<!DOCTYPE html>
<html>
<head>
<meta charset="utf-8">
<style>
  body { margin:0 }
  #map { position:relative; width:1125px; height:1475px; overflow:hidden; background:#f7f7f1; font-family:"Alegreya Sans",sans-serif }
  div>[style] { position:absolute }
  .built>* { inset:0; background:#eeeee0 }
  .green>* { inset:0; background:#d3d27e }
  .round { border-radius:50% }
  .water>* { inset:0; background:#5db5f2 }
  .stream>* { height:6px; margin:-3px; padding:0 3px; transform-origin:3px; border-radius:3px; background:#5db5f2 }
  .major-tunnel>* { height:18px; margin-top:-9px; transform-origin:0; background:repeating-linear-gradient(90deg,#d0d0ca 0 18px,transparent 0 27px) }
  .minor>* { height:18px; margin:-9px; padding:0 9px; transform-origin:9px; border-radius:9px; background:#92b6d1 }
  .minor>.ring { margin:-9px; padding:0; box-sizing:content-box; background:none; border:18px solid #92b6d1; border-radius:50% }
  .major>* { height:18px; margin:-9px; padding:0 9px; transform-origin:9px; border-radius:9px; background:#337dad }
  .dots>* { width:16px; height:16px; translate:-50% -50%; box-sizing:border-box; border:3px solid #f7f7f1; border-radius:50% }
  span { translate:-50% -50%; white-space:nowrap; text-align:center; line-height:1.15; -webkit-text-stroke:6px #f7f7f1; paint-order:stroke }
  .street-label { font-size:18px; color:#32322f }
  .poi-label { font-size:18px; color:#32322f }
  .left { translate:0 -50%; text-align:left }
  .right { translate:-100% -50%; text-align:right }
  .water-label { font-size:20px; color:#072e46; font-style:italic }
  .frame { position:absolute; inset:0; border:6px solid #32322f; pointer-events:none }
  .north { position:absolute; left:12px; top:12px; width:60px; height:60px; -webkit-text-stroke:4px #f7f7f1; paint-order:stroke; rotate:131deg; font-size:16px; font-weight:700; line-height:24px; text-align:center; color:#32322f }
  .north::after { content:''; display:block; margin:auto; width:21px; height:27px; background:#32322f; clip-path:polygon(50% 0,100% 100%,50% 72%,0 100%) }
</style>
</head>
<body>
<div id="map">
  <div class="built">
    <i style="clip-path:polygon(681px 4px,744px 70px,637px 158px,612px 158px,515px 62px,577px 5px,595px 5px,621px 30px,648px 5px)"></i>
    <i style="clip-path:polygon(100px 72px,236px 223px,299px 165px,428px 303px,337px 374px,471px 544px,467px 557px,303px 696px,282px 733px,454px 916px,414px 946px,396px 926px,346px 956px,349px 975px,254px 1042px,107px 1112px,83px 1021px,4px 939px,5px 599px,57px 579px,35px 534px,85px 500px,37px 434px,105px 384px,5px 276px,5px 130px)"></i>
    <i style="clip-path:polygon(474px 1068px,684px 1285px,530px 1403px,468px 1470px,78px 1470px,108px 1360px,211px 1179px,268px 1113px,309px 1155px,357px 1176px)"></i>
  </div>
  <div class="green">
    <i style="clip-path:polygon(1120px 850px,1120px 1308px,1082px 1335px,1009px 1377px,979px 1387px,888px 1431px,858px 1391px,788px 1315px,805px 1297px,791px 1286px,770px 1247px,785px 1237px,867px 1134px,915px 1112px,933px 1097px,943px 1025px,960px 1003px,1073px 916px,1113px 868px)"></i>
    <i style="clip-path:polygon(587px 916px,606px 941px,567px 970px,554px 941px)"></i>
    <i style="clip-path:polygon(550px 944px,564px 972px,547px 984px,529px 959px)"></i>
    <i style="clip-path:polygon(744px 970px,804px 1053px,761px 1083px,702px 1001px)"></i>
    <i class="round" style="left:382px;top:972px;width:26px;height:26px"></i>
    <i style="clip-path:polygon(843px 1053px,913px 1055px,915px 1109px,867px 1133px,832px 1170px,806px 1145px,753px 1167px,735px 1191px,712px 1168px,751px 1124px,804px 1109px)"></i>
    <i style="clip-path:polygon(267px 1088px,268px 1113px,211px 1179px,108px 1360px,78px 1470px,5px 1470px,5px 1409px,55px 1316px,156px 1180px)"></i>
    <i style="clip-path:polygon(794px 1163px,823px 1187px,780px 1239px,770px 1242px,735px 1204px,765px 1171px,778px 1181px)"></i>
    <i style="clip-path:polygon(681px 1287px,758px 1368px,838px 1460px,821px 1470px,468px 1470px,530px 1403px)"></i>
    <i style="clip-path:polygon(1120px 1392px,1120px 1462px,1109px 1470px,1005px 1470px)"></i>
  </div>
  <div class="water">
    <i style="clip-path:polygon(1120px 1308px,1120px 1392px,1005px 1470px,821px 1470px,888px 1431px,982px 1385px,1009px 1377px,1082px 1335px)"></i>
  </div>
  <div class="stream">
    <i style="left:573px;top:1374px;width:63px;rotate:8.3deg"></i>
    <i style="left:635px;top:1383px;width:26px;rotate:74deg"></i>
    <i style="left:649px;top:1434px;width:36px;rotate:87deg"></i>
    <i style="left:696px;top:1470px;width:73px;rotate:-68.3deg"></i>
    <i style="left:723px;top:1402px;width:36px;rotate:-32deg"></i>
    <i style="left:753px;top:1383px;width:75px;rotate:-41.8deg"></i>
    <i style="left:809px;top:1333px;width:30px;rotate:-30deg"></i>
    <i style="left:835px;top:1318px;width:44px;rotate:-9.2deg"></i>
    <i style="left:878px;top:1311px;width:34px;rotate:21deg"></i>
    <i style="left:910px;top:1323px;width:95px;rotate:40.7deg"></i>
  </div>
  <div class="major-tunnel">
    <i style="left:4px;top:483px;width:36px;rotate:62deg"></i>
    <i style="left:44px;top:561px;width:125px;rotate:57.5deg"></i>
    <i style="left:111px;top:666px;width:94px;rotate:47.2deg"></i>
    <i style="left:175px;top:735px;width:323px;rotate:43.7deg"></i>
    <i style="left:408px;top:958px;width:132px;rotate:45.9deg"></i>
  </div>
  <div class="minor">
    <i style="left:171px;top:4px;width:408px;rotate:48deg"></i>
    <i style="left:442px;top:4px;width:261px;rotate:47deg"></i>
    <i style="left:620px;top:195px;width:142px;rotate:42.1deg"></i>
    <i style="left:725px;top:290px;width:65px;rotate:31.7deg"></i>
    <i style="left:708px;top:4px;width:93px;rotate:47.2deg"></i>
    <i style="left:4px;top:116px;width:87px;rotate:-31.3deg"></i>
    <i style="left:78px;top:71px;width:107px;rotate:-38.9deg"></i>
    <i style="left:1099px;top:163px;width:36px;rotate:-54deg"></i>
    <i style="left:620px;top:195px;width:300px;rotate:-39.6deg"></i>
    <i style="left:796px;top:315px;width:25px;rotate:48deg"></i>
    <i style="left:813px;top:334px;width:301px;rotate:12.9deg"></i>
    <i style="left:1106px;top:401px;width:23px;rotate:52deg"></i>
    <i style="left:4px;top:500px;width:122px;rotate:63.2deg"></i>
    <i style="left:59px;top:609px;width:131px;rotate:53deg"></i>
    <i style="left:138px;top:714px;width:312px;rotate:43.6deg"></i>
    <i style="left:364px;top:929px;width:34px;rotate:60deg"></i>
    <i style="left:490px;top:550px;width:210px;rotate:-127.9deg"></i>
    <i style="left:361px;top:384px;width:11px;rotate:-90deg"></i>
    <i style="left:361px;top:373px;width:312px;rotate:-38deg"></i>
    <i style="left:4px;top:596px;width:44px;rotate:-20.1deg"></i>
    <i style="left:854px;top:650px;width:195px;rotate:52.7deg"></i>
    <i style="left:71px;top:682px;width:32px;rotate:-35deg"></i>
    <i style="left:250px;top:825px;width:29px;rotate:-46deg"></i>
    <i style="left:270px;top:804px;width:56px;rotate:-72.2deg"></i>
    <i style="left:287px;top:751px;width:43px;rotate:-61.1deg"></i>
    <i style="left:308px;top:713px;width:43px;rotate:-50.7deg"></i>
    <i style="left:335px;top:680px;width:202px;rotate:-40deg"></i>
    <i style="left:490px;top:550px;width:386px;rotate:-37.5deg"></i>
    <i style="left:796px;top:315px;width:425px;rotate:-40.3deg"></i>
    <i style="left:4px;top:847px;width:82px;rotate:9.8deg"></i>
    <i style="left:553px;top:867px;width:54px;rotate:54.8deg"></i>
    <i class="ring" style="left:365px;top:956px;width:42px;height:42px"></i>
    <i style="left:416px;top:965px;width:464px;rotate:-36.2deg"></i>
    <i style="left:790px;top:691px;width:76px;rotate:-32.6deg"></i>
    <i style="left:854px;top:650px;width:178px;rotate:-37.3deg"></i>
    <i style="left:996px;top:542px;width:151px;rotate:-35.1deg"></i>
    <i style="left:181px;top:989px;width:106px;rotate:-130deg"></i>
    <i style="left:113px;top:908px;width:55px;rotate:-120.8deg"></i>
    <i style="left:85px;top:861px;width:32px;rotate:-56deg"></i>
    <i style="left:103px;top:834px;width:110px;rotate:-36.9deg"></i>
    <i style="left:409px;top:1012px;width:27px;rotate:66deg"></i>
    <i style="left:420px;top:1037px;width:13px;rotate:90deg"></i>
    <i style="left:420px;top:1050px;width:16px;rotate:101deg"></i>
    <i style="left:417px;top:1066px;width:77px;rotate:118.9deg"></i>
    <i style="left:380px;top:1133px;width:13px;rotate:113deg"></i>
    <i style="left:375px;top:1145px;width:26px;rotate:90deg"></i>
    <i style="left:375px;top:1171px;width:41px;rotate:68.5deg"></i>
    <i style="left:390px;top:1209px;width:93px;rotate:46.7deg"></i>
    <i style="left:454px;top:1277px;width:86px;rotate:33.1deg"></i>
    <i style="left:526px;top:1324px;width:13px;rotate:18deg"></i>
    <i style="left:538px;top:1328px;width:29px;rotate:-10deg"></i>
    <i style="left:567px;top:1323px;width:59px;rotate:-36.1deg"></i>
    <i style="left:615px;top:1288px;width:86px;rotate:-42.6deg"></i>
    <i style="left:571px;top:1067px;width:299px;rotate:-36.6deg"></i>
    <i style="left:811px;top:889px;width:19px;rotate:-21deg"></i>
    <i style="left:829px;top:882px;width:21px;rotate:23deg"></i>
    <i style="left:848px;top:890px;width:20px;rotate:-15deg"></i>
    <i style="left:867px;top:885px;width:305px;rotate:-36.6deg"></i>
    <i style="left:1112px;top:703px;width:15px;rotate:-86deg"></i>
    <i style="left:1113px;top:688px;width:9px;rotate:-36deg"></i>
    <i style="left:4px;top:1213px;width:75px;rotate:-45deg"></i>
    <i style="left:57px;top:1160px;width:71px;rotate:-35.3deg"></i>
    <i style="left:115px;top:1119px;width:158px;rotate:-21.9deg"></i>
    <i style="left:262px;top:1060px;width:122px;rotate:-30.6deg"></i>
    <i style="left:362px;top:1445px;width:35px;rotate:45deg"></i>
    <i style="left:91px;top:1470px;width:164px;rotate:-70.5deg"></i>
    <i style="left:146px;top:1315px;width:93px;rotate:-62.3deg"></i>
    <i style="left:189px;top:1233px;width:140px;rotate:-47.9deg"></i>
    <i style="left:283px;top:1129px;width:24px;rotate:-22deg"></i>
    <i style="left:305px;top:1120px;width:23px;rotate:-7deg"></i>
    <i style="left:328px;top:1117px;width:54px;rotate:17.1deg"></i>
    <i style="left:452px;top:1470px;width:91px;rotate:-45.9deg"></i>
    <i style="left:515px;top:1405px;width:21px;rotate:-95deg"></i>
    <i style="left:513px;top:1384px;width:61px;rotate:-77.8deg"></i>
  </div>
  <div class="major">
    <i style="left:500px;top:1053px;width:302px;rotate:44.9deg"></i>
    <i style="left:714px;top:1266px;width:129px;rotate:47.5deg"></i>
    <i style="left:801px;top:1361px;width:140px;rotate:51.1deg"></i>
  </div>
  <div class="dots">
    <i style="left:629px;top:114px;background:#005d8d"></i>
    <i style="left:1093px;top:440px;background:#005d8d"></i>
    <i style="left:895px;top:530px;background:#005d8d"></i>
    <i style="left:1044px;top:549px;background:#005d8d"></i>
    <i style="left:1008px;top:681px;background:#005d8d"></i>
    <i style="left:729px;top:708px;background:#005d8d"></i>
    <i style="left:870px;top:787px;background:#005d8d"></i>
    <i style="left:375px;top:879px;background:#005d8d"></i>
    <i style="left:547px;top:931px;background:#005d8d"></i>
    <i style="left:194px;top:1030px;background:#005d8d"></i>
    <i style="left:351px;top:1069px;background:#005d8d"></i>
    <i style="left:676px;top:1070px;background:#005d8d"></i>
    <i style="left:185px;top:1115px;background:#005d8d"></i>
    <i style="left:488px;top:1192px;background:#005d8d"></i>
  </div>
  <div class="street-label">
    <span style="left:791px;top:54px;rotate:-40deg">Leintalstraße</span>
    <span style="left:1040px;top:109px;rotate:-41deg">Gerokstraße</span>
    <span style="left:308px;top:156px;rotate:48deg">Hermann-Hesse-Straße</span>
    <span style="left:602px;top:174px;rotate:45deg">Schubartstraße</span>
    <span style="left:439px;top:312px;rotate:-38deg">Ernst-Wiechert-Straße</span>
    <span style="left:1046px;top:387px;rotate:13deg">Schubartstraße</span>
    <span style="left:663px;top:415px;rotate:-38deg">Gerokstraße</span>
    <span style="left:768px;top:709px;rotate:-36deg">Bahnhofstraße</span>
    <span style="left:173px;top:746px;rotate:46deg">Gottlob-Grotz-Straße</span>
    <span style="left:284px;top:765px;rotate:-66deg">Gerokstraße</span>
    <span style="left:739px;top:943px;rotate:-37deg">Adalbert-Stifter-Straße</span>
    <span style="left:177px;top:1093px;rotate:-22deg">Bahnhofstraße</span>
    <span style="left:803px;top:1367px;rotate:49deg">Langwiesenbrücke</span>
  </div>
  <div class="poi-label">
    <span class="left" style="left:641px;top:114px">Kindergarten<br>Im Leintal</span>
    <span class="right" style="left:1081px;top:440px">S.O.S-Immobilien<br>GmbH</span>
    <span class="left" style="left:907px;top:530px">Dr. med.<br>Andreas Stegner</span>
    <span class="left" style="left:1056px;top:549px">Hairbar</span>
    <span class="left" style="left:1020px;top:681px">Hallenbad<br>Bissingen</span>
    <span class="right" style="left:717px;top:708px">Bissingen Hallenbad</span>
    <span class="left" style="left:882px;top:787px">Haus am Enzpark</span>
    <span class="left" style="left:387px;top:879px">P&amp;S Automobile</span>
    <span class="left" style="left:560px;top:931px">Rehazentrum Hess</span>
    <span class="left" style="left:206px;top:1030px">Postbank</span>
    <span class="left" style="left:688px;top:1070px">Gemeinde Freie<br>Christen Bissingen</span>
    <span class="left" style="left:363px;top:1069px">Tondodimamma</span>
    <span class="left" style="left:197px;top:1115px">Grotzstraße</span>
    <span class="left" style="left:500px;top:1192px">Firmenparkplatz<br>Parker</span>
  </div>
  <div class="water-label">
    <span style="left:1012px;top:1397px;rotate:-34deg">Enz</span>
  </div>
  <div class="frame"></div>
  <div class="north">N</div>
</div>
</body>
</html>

....................

**Requirement**:
Copy each line above where the string "stream" occurs.

**Reply**:
  .stream>* { height:6px; margin:-3px; padding:0 3px; transform-origin:3px; border-radius:3px; background:#5db5f2 }
  <div class="stream">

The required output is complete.